EX-99.58   —   Miscellaneous Exhibit — exhibit99-58


This Exhibit is an HTML Document rendered as filed.  [ Alternative Formats ]



  Sphere 3D Corporation: Exhibit 99.58 - Filed by newsfilecorp.com  

SPHERE 3D CORPORATION

FORM 51-102F3
MATERIAL CHANGE REPORT

Item 1 Name and Address of Company
   
  Sphere 3D Corporation (the “Corporation”)
  240 Matheson Boulevard East
  Mississauga, Ontario
  L4Z 1X1
   
Item 2 Date of Material Change
   
  March 21, 2014
   
Item 3 News Release
   

The news releases attached hereto as Schedules “A” and “B” issued by the Corporation and disseminated via Newsfile Corp. on March 21, 2014 and are available on the Corporation’s profile at www.sedar.com.

   
Item 4 Summary of Material Change
   

On March 21, 2014, the Corporation announced that it has completed a financing with FBC Holdings S.A.R.L., a wholly-owned subsidiary of Cyrus Capital Partners L.P. (collectively, “Cyrus”), whereby Cyrus subscribed for a convertible secured debenture of the Corporation in the principal amount of U.S. $5,000,000 (the “Debenture”).

   

On March 21, 2014, the Corporation also announced that it has closed its previously announced transaction to acquire all the assets, including patents, trademarks and other intellectual property of V3 Systems, Inc. (“V3 Systems”).

   
Item 5 Full Description of Material Change
   

The news release attached hereto as Schedule “A” provides a full description of the material change.

   

On March 21, 2014, the Corporation announced that it has entered into a Debenture with Cyrus for U.S. $5,000,000. The Debenture has a four year term maturing on March 21, 2018, bears interest at 8% per annum, to be paid semi-annually in cash or shares at the option of the Corporation. The Debenture is convertible at any time into common shares in the capital of the Corporation (the “Conversion Right”) at a price of U.S. $7.50 (the “Conversion Price”). The Corporation shall have the right to force the conversion of the Debenture if the trading price of the common shares for 10 successive days in which the shares actually trade on the TSX Venture Exchange (the “TSXV”) or other principal exchange, exceeds 150% of the Conversion Price. In addition, the Corporation shall have the right to repay in full the outstanding balance owing under the Debenture at any time during the first 12 months of the term for an amount equal 120% of the balance then outstanding and at any time during the second year of the term for an amount equal 125% of the balance then outstanding.



- 2 -

The Corporation and each subsidiary has granted a first ranking security interest in favour of Cyrus against all of their assets, save and except that Cyrus has agreed to subordinate its security interest in favour of a loan facility to be provided to the Corporation by a bank or commercial lender not to exceed U.S. $3,000,000. There are no restrictions on the Corporation entering into additional unsecured indebtedness.

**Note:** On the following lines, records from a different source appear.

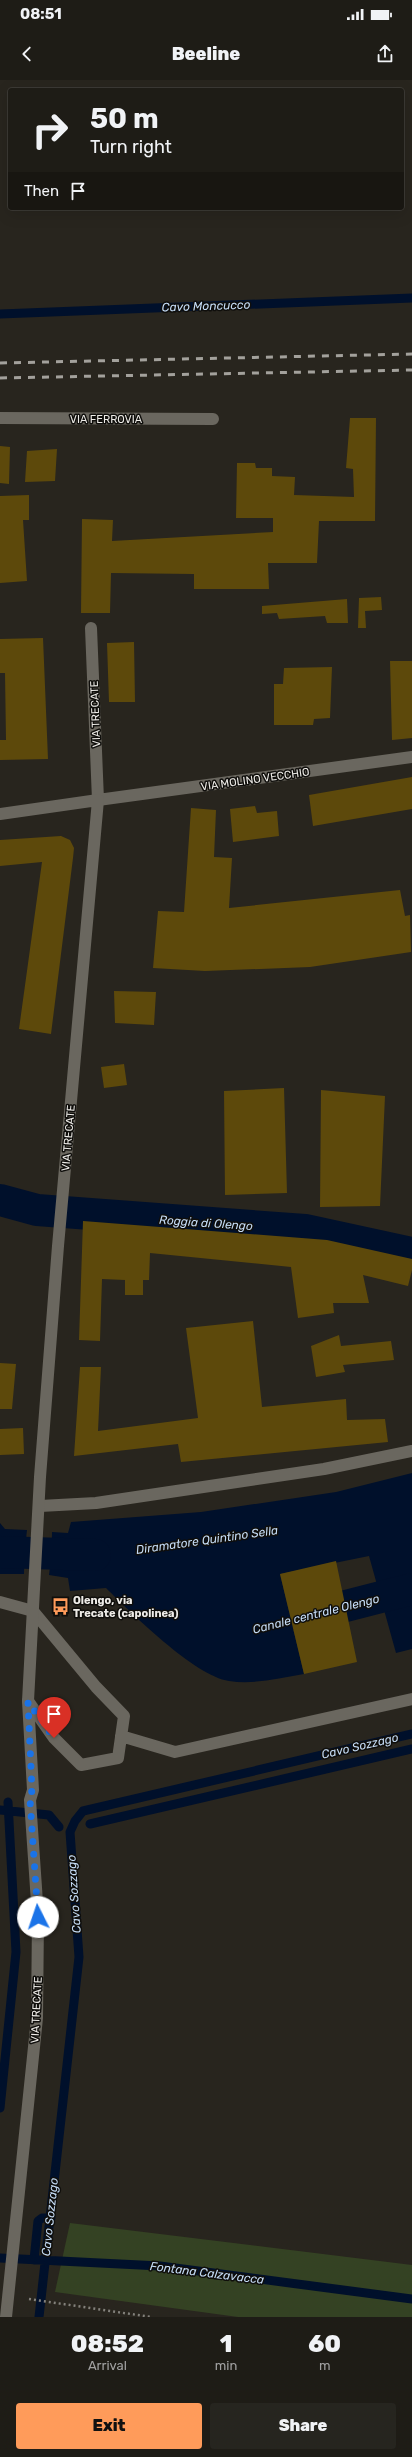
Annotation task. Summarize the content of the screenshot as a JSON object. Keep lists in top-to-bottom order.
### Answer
{
  "streets": {
    "main road": ["VIA FERROVIA", "VIA TRECATE", "VIA MOLINO VECCHIO"]
  },
  "crossings": [
    ["VIA TRECATE", "VIA MOLINO VECCHIO"]
  ],
  "water": [
    "Cavo Moncucco",
    "Roggia di Olengo",
    "Diramatore Quintino Sella",
    "Canale centrale Olengo",
    "Cavo Sozzago",
    "Fontana Calzavacca"
  ],
  "places": {
    "bus stop": ["Olengo, via Trecate (capolinea)"]
  },
  "page": {
    "status": "08:51",
    "header": "Beeline",
    "turn": ["50 m", "Turn right"],
    "then": "Then",
    "eta": [
      "08:52",
      "Arrival",
      "1",
      "min",
      "60",
      "m"
    ],
    "buttons": ["Exit", "Share"]
  }
}
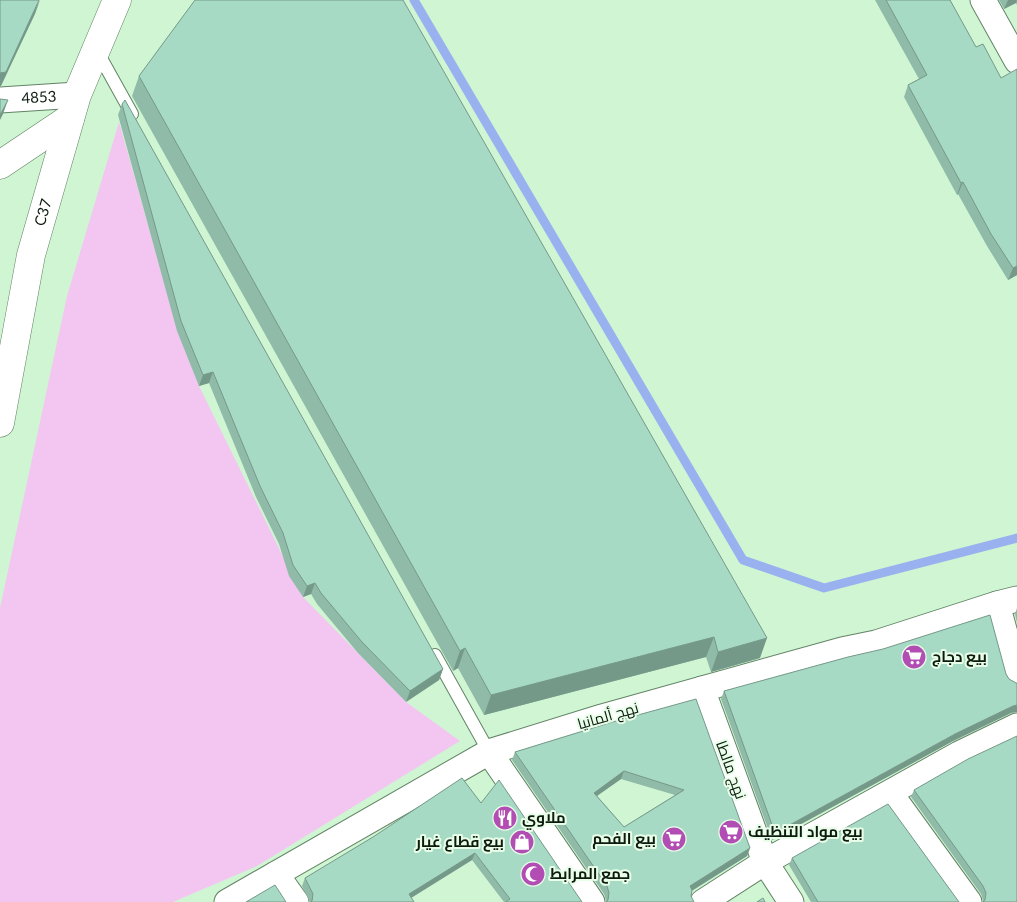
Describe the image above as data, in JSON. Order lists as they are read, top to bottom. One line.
{"streets":{"main road":["C37"],"street":["4853","نهج ألمانيا","نهج مالطا"]},"crossings":[["4853","C37"],["نهج ألمانيا","نهج مالطا"]],"places":{"supermarket":["بيع دجاج","بيع مواد التنظيف","بيع الفحم"],"restaurant":["ملاوي"],"shop":["بيع قطاع غيار"],"mosque":["جمع المرابط"]}}
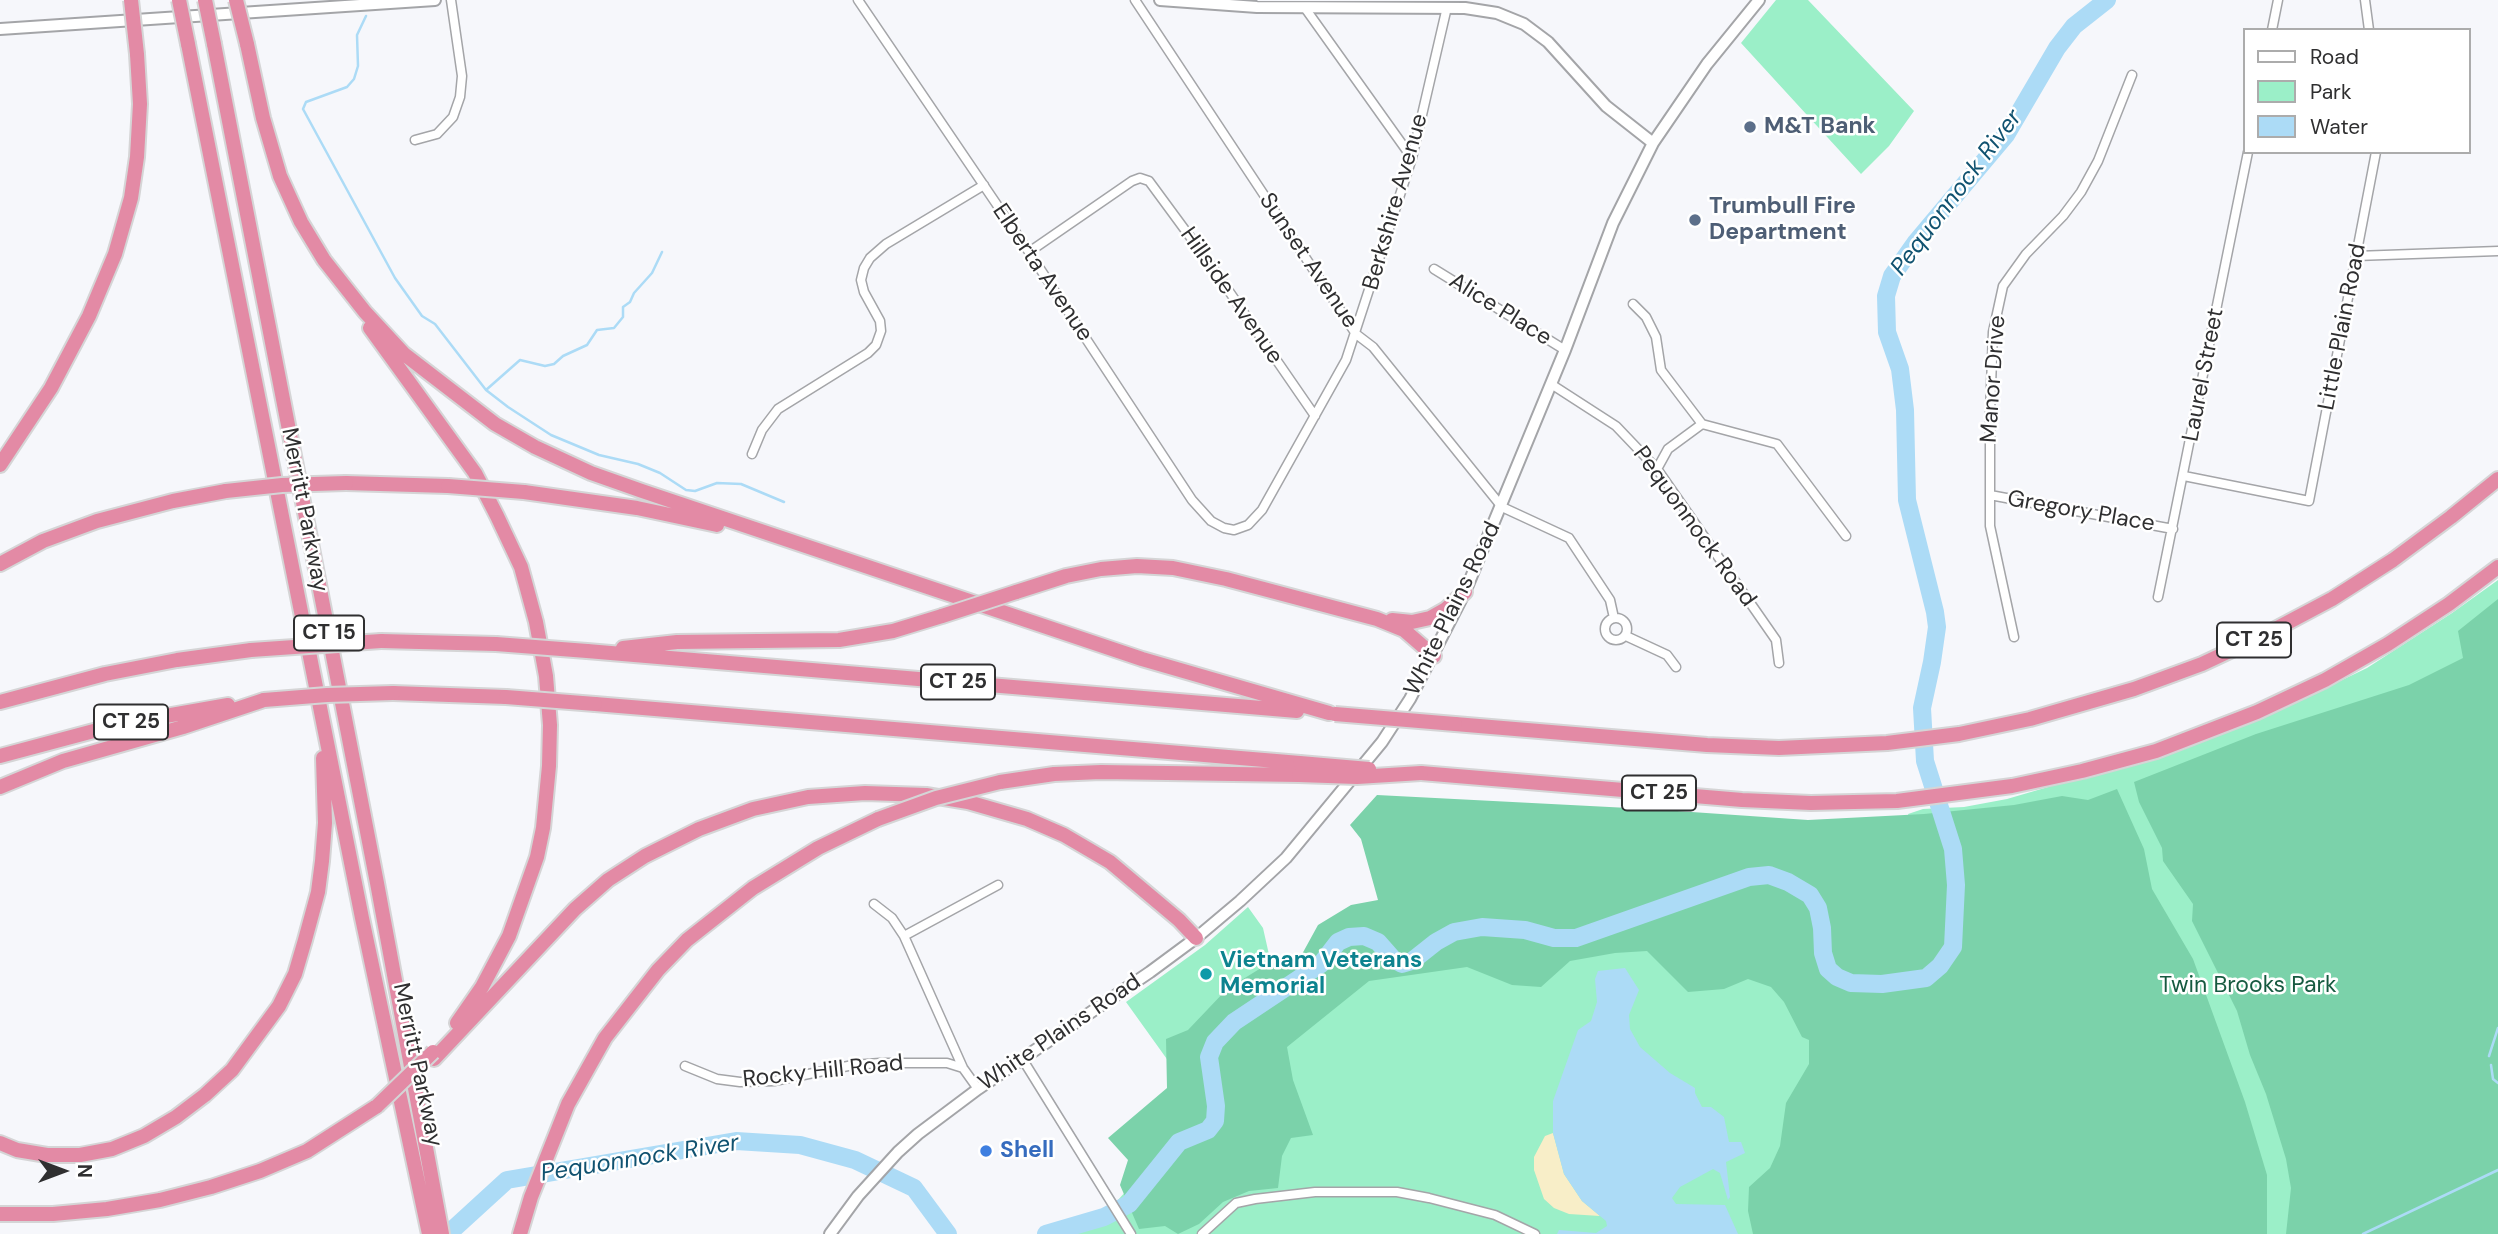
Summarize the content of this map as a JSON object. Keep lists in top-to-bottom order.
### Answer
{
  "streets": {
    "highway": ["Merritt Parkway", "CT 15", "CT 25"],
    "main road": ["White Plains Road"],
    "street": [
      "Berkshire Avenue",
      "Sunset Avenue",
      "Elberta Avenue",
      "Hillside Avenue",
      "Alice Place",
      "Little Plain Road",
      "Laurel Street",
      "Manor Drive",
      "Gregory Place",
      "Pequonnock Road",
      "Rocky Hill Road"
    ]
  },
  "crossings": [
    ["Berkshire Avenue", "Sunset Avenue"],
    ["Berkshire Avenue", "Elberta Avenue"],
    ["Berkshire Avenue", "Hillside Avenue"],
    ["Sunset Avenue", "White Plains Road"],
    ["Elberta Avenue", "Hillside Avenue"],
    ["Alice Place", "White Plains Road"],
    ["Little Plain Road", "Laurel Street"],
    ["Laurel Street", "Gregory Place"],
    ["Manor Drive", "Gregory Place"],
    ["Pequonnock Road", "White Plains Road"]
  ],
  "water": ["Pequonnock River"],
  "parks": ["Twin Brooks Park"],
  "places": [
    "M&T Bank",
    "Trumbull Fire Department",
    "Vietnam Veterans Memorial",
    "Shell"
  ],
  "legend": ["Road", "Park", "Water"],
  "north": "right"
}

The Debenture and any common shares issued upon exercise of the Conversion Right are subject to a four-month hold period from the issuance date of the Debenture in accordance with the policies of the TSXV and applicable securities laws. No broker or other fees are payable by the Corporation in connection with entering into of the Debenture. The proceeds of the Debenture will be used to partially fund the Corporation’s previously announced transaction to purchase substantially all of the assets of V3 Systems and for sales and marketing, general corporate and working capital purposes.

On March 21, 2014, the Corporation also announced that it has closed its previously announced transaction to acquire all the assets, including patents, trademarks and other intellectual property of V3 Systems, a leader in providing VDI architecture, software and hybrid Desktop-as-a-Service solutions.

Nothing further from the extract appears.